Salacious details of employment tribunal claims will soon be hitting the headlines before they reach court, following a High Court ruling that the full details of the claim should be open to public scrutiny.
It means that there will be press coverage of tribunals when the case is first lodged with the central office of employment.
Employment lawyer Stephen Short, of Manchester-based consultants Peninsula, warns that this could open the floodgates for litigation as more workers become aware both of their rights and the cases that have resulted in a payout. He also believes it could hamper the chances of the case being resolved during arbitration.
"Employers could be judged before they get to tribunal, and cases may become difficult to resolve as people take their own views regarding a company," he said.

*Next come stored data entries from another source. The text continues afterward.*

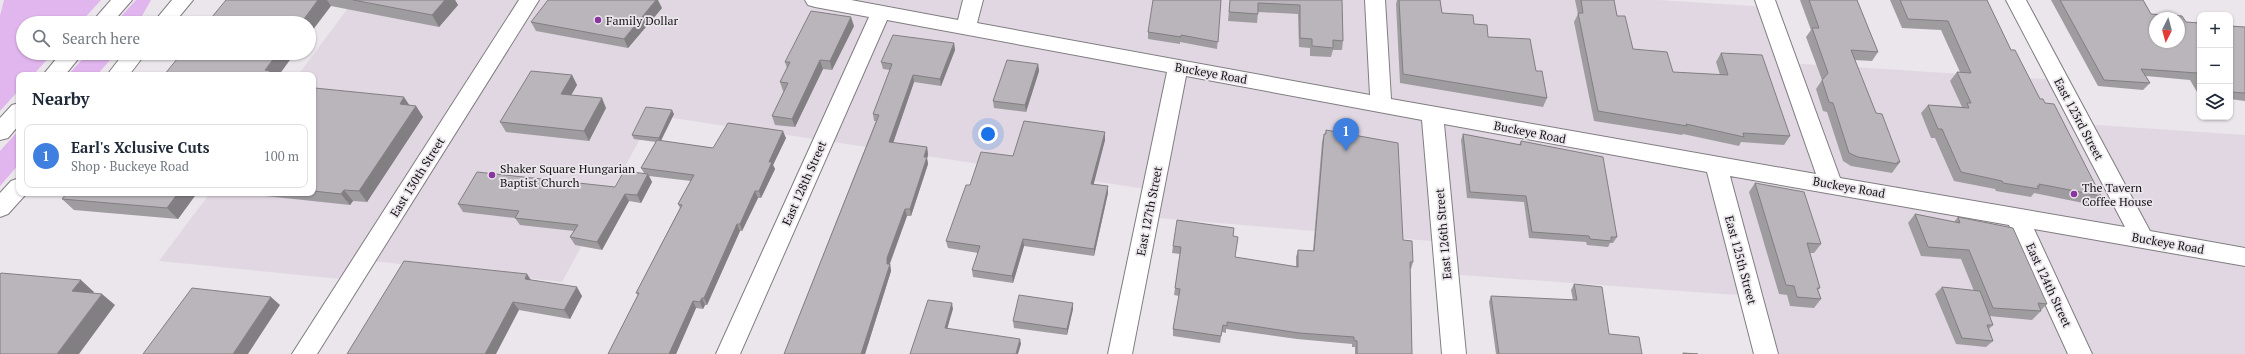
<!DOCTYPE html>
<meta charset="utf-8">
<style>
:root{--surface:#fff;--page:#f2f2f3;--text:#1f2937;--muted:#747a83;--line:#e0e1e3;--accent:#8b33a0}
body{margin:0;font-family:"PT Serif",serif;background:var(--page);color:var(--text)}
.controls{position:absolute;right:12px;top:12px;display:grid;overflow:hidden;border-radius:8px;box-shadow:0 1px 3px #0004}
.controls button{width:36px;height:36px;display:grid;place-items:center;padding:0;border:0;border-bottom:1px solid var(--line);background:var(--surface);color:var(--text);font:20px sans-serif}
.compass{position:absolute;left:2149px;top:12px;width:36px;height:36px;border-radius:50%;background:var(--surface);box-shadow:0 1px 3px #0004;rotate:186deg}
.you{position:absolute;left:988px;top:134px;width:14px;height:14px;margin:-10px;border:3px solid #fff;border-radius:50%;background:#1a73e8;box-shadow:0 0 0 6px #1a73e833}
.badge{display:grid;place-items:center;width:26px;height:26px;border-radius:50%;background:var(--accent);color:#fff;font-size:13px;font-weight:700}
.pin{position:absolute;translate:-50% -33px;filter:drop-shadow(0 1px 2px #0008)}
.pin::after{content:'';position:absolute;top:21px;width:14px;height:12px;background:inherit;clip-path:polygon(0 0,100% 0,50% 100%)}
.list{margin:0;padding:0;list-style:none}
h2{display:flex;justify-content:space-between;align-items:center;height:52px;margin:0;padding:0 16px;font-size:17px}
h2 small{font-size:13px;font-weight:400;color:var(--muted)}
.list li{display:grid;grid-template-columns:26px 1fr auto;gap:12px;align-items:center;box-sizing:border-box;height:64px;margin:0 8px 8px;padding:0 8px;border:1px solid var(--line);border-radius:8px}
.list b{display:block;font-size:15px;white-space:nowrap}
.list p{margin:0;font-size:13px;white-space:nowrap;color:var(--muted)}
.list em{font-size:13px;font-style:normal;color:var(--muted)}
.icon{flex:none;width:22px;height:22px;fill:none;stroke:currentColor;stroke-width:2;stroke-linecap:round;stroke-linejoin:round}
.map{position:relative;flex:none;width:2245px;height:354px;overflow:hidden}
.search{position:absolute;background:var(--surface);box-shadow:0 1px 3px #0004;left:16px;top:16px;width:300px;height:44px;display:flex;align-items:center;gap:10px;box-sizing:border-box;padding:0 14px;border-radius:22px;color:var(--muted);font-size:15px}
.panel{position:absolute;background:var(--surface);box-shadow:0 1px 3px #0004;left:16px;top:72px;width:300px;height:124px;border-radius:8px}
.map>svg:first-child{display:block}
.built{fill:#e0d7e2}
.green{fill:#e1b5ed}
.lines{fill:none;stroke-linecap:round;stroke-linejoin:round}
.minor-casing{stroke:#807d81;stroke-width:2}
.minor{fill:#fff;fill-rule:evenodd}
.wall{fill:#9f9ca0}
.shaded-wall{fill:#827f82}
.building{fill:#b9b5ba;stroke:#827f82;fill-rule:evenodd}
.poi-dot{fill:#8b33a0;stroke:#eae6eb;stroke-width:1.5}
.labels{text-anchor:middle;dominant-baseline:central;stroke-width:3.5;stroke-linejoin:round;paint-order:stroke}
.poi-label{font-size:12px;fill:#151315;stroke:#eae6eb;text-anchor:start}
.street-label{font-size:12px;fill:#151315;stroke:#eae6eb}
</style>
<div class="map">
<svg width="2245" height="354" viewBox="0 0 2245 354">
<rect width="100%" height="100%" fill="#eae6eb"/>
<path class="built" d="M354 0H1659L1768 7 1788 63 2058 80 2082 124 2245 135V354H1766L1750 296 1447 274 1443 242 1148 217 1153 190 653 115 562 282 364 260 351 280 159 261 210 193H313V75H298Z"/>
<path class="green" d="M4 0H101L80 23H23V53H53L33 75H19V90L0 111V16Z
M136 0H151L138 23H115Z
M88 53H116L97 75H68Z
M19 130V164L0 186V151Z"/>
<g class="lines">
<defs>
<path id="minor" d="M111 0H132L112 23H91Z
M172 0H193L174 23H153Z
M519 0H539L317 354H292Z
M805 0H851L958 20 963 0H983L977 23 1370 95 1365 0H1385L1391 99 1816 174 1755 0H1775L1840 178 2125 227 2006 0H2026L2150 231 2245 248V266L2034 229 2092 354H2068L2009 225 1730 176 1778 354H1754L1707 172 1444 124 1466 354H1442L1422 120 1186 76 1132 354H1108L1167 72 887 20 740 354H716L869 17 815 7 808 5Z
M61 53H83L65 75H43Z
M124 53H146L129 75H107Z
M19 103V125L8 138 0 140V118L12 105Z
M19 178V193H27L8 214 0 217V193L11 181Z"/>
</defs>
<use href="#minor" class="minor-casing"/>
<use href="#minor" class="minor"/>
</g>
<path class="wall" d="M226 0H455L458 5 439 27 331 6Z
M1221 0 1217 49 1180 42V44L1148 39V32Z
M1230 0H1342L1343 41 1342 50H1333L1331 57 1310 56V48L1299 47 1298 14 1258 12 1257 23 1228 21Z
M1397 0H1440L1442 13 1474 24 1488 37 1536 71 1547 98 1543 107 1400 83 1396 4Z
M1575 0H1614L1617 16 1633 49 1673 72 1720 75 1716 62 1721 53 1790 136 1784 145 1741 142 1739 146 1683 134 1682 135 1594 121 1574 22 1578 14Z
M1800 0H1857L1878 52 1872 61 1854 60 1876 113 1900 162 1892 173 1851 166 1843 161 1827 112 1823 111 1816 89 1822 80 1806 37 1811 30Z
M1890 0H1987L2011 50 2040 99 2045 103 2101 196 2093 205 2034 193 2031 197 1996 191 1995 189 1954 181 1935 138H1931L1921 113 1928 105 1962 107 1950 81 1957 72H1960L1941 30 1902 28Z
M2051 0H2143L2151 14 2186 22 2200 23V97L2190 80 2146 76 2150 83 2143 90 2098 86Z
M662 8 628 48 536 31 531 22Z
M854 26 832 70 823 69 795 127 775 125 772 116 784 91H783L780 82 787 68 785 62Z
M2230 26 2245 27V101L2230 99Z
M954 43 955 50 941 86 914 82 893 143 927 147 928 155 927 158 928 164 911 216H907L890 264 891 271 865 354H784L876 121H874L873 114 890 70 883 69 881 62Z
M1038 64 1039 71 1026 112 994 108 993 101Z
M572 75 577 85 571 95 606 108 589 141 506 132 500 122Z
M313 92 416 106 423 117 367 202 353 201 350 205 238 193H313Z
M674 114 661 141 713 148 786 138 773 165 775 169 761 198H758L742 231H740L707 305H705L703 309 696 308 676 354H608L638 295 636 293 680 208 678 204 691 181 649 176 652 182 641 203 629 201 602 250 575 245 570 237 574 231 520 225 515 218 463 212 458 204 615 187 644 173 641 168 656 142 634 139 632 135Z
M1326 130 1403 240 1413 262 1411 269H1410L1412 354H1355V347H1352V344L1297 339 1226 329V333L1222 332 1220 343 1173 336V329L1179 296 1174 295 1175 288 1180 254 1172 253 1173 246 1233 236 1235 257 1296 267V257L1298 250 1313 251 1322 142 1324 134H1325Z
M1463 134 1519 145 1521 141 1617 237 1613 243H1610L1608 247 1587 245 1586 242 1529 238 1524 202 1467 198 1461 140Z
M1105 140 1093 184 1108 193 1094 256 1024 246 1013 283 973 277 972 270 978 253 948 248 946 241 970 185 1013 156Z
M1755 183 1821 244 1814 253H1810L1820 288 1818 290 1821 299 1814 308 1790 306 1787 295 1779 294 1749 192Z
M67 193H197L178 219 74 210 62 199Z
M1915 214 1954 222 1958 217 2047 304 2041 310V311L2032 320 1989 316 1993 325 1989 329 1993 341 1986 347 1956 344 1935 294 1942 287 1974 291 1961 259 1921 256 1908 223Z
M531 280 582 296 570 319 519 310 347 354Z
M1574 284 1609 334 1642 354H1496L1489 302 1491 296 1573 300 1571 290Z
M1073 303V309L1067 335 1014 328 1013 321Z"/>
<path class="shaded-wall" d="M318 0H327L331 6 309 35V23H301Z
M445 0H455L458 5 439 27 432 15Z
M656 0H658L662 8 628 48 624 39Z
M851 17 854 26 832 70 830 61Z
M954 43 955 50 941 86 940 79Z
M278 53H295L279 75H267L265 70Z
M820 60 823 69 795 127 792 119Z
M1038 64 1039 71 1026 112 1025 105Z
M572 75 577 85 566 104 561 94Z
M913 75 914 82 891 149 889 142Z
M404 97 412 109 400 104Z
M602 98 606 108 589 141 584 131Z
M416 106 423 117 367 202 359 191Z
M672 110 674 114 660 142 659 138Z
M783 131 786 138 773 165 775 169 761 198 759 191 769 162Z
M1105 132V140L1092 191 1091 184Z
M927 147 928 155 927 158 928 164 911 216 910 209 924 157Z
M648 174 652 182 641 203 637 195Z
M1108 186V193L1094 256V249Z
M344 190 353 201 350 205 341 194Z
M755 191 758 198 742 231 740 224Z
M178 193H197L178 219 167 208Z
M625 194 629 201 602 250 597 242Z
M905 209 907 216 889 265 890 264 891 271 865 354H861L887 258Z
M737 224 740 231 707 305 704 298Z
M1023 239 1024 246 1013 283 1012 276Z
M527 274 533 283 525 279Z
M81 280 94 292 86 303 72 291Z
M577 287 582 296 570 319 564 310Z
M102 294 115 305 79 354H57Z
M271 297 280 305 248 354H233Z
M702 298 705 305 703 309 700 302Z
M693 301 696 308 676 354H669Z
M513 302 519 310 496 354H485Z
M952 303 953 309 946 333 945 328Z
M1073 303V309L1067 335V329Z
M1020 339 1021 344 1018 354H1016Z"/>
<path class="building" d="M226 0H318L301 23H207Z
M353 0H445L432 15Z
M548 0H656L624 39 531 22Z
M1153 0H1221L1218 42 1181 35V37L1148 32Z
M1230 0H1342L1343 41 1333 40V48L1312 46V39L1300 38V5L1258 3V14L1229 12Z
M1399 0H1440L1442 13 1473 15 1474 24 1487 25 1488 37 1530 39 1536 71H1542L1547 98 1403 74Z
M1581 0H1614L1617 16H1625L1633 49 1667 52 1673 72 1728 75 1721 53 1762 55 1790 136 1743 133 1744 137 1686 124 1687 126 1598 111 1578 13H1583Z
M1809 0H1857L1878 52 1851 50 1876 113 1882 114 1900 162H1897L1898 164 1858 157 1849 153 1833 103 1829 102 1822 80 1828 73 1812 28H1819Z
M1900 0H1987L2011 50H2015L2040 99H2043L2045 103 2054 104 2101 196 2039 184 2040 186H2037L2039 189 2003 183 2002 181 1961 172 1942 129H1938L1928 105 1969 108 1967 103H1971L1957 72 1971 73 1948 21 1908 19Z
M2060 0H2143L2151 14 2182 16 2186 22 2200 23V79L2197 73 2141 69 2150 83 2104 80ZM2155 18H2179V42H2155Z
M811 11 851 17 830 61 820 60 792 119 772 116 788 83 780 82 790 62H785Z
M2230 26 2245 27V93L2230 92Z
M893 35 954 43 940 79 913 75 889 142 927 147 924 157H927L910 209H905L887 258V264H890L861 354H784L879 115 873 114 892 64 881 62Z
M182 53H278L265 70 270 71 267 75H164Z
M1007 60 1038 64 1025 105 993 101Z
M531 71 572 75 561 94 602 98 584 131 500 122Z
M315 88 404 97 400 104 416 106 359 191 344 190 341 194 313 191V92Z
M646 107 672 110 659 138 632 135Z
M1024 121 1105 132 1091 184 1108 186 1094 249 1023 239 1012 276 972 270 980 246 946 241 966 185H970L981 152 1013 156Z
M728 123 783 131 769 162H772L759 191H755L740 224H737L704 298H702L700 302 693 301 669 354H608L639 293H636L682 205 678 204 694 175 641 168 657 140 713 148Z
M1326 130 1398 143 1403 240 1412 241 1413 262H1410L1412 354H1357V341L1354 340V337L1299 333 1227 322V326L1223 325 1221 336 1173 329 1180 289 1175 288 1181 247 1173 246 1177 220 1234 228 1233 236 1238 237 1235 257 1298 267V250L1314 251 1324 134H1326Z
M1463 134 1521 145V141L1603 157 1617 237H1611V241L1590 239 1589 236 1532 232 1526 196 1470 192Z
M624 171 648 174 637 195 625 194 597 242 570 237 578 225 515 218 519 211 458 204 477 172 615 187Z
M1755 183 1804 192 1821 244 1807 243 1820 288H1817L1821 299 1797 297 1794 286 1786 285Z
M67 193H178L167 208 62 199Z
M1915 214 1960 223 1958 217 2013 228 2047 304 2038 303 2041 311 1993 308 1969 250 1928 247Z
M404 261 527 274 525 279 577 287 564 310 513 302 485 354H347Z
M1 273 81 280 72 291 102 294 57 354H0V274Z
M1574 284 1602 287 1609 334 1639 337 1642 354H1499L1491 296 1577 300Z
M1942 287 1980 291 1993 325H1987L1993 341 1962 338Z
M192 288 271 297 233 354H143Z
M1019 295 1073 303 1067 329 1013 321Z
M928 300 952 303 945 328 1020 339 1016 354H910Z
M1683 353 1698 354H1683Z"/>
<g class="poi-dot">
<circle cx="598" cy="20" r="4"/>
<circle cx="492" cy="175" r="4"/>
<circle cx="2074" cy="194" r="4"/>
</g>
<g class="labels">
<g class="poi-label">
<text x="606" y="20">Family Dollar</text>
<text x="500" y="168">Shaker Square Hungarian<tspan x="500" dy="14">Baptist Church</tspan></text>
<text x="2082" y="187">The Tavern<tspan x="2082" dy="14">Coffee House</tspan></text>
</g>
<g class="street-label">
<text transform="translate(1211 73) rotate(10)">Buckeye Road</text>
<text transform="translate(2079 119) rotate(62)">East 123rd Street</text>
<text transform="translate(1530 132) rotate(11)">Buckeye Road</text>
<text transform="translate(417 177) rotate(-58)">East 130th Street</text>
<text transform="translate(804 183) rotate(-66)">East 128th Street</text>
<text transform="translate(1849 187) rotate(10)">Buckeye Road</text>
<text transform="translate(1149 211) rotate(-79)">East 127th Street</text>
<text transform="translate(1443 234) rotate(-95)">East 126th Street</text>
<text transform="translate(2168 243) rotate(10)">Buckeye Road</text>
<text transform="translate(1741 260) rotate(75)">East 125th Street</text>
<text transform="translate(2049 285) rotate(65)">East 124th Street</text>
</g>
</g>
</svg>
<div class="controls">
<button>+</button>
<button>−</button>
<button><svg class="icon" aria-label="layers" viewBox="0 0 24 24"><path d="M12 4l9 5-9 5-9-5zM3 14l9 5 9-5"/></svg></button>
</div>
<svg class="compass" viewBox="-18 -18 36 36"><path d="M0-13l5 13h-10z" fill="#e53935"/><path d="M0 13l5-13h-10z" fill="#747a83"/></svg>
<div class="you"></div>
<div class="pin badge" style="left:1346px;top:151px;background:#3f7fe0">1</div>
<div class="search"><svg class="icon" aria-label="search" viewBox="0 0 24 24"><circle cx="10" cy="10" r="6"/><path d="M15 15l6 6"/></svg>Search here</div>
<section class="panel">
<h2>Nearby<small></small></h2>
<ul class="list">
<li><span class="badge" style="background:#3f7fe0">1</span><div><b>Earl's Xclusive Cuts</b><p>Shop · Buckeye Road</p></div><em>100 m</em></li>
</ul>
</section>
</div>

The ruling held that the central office of employment tribunals acted unlawfully because it allowed access only to the names of parties and a bare description of the claims.
"As a matter of public policy, litigation should be conducted under public gaze and scrutiny," said High Court judge, Mr Justice Jackson.
He said that parliament, in the Employment Tribunals Act, had given the public the right to inspect particular cases.
The number of employment tribunals broke the 100,000 barrier for the first time last year after a raft of new legislation was introduced.
Press coverage is now likely to rise as full details of claims for unfair dismissal, sex and race discrimination and other claims are revealed while the claim is still being heard by Acas, the advisory, conciliation and arbitration service.
But insurers were more sceptical about the impact of the ruling. A spokeswoman from Norwich Union, said: "On first impressions they did not believe the judgement would have a major rise in claims at this stage. Though the group has not had a chance to study the ruling in depth they did not suspect it would make any major difference."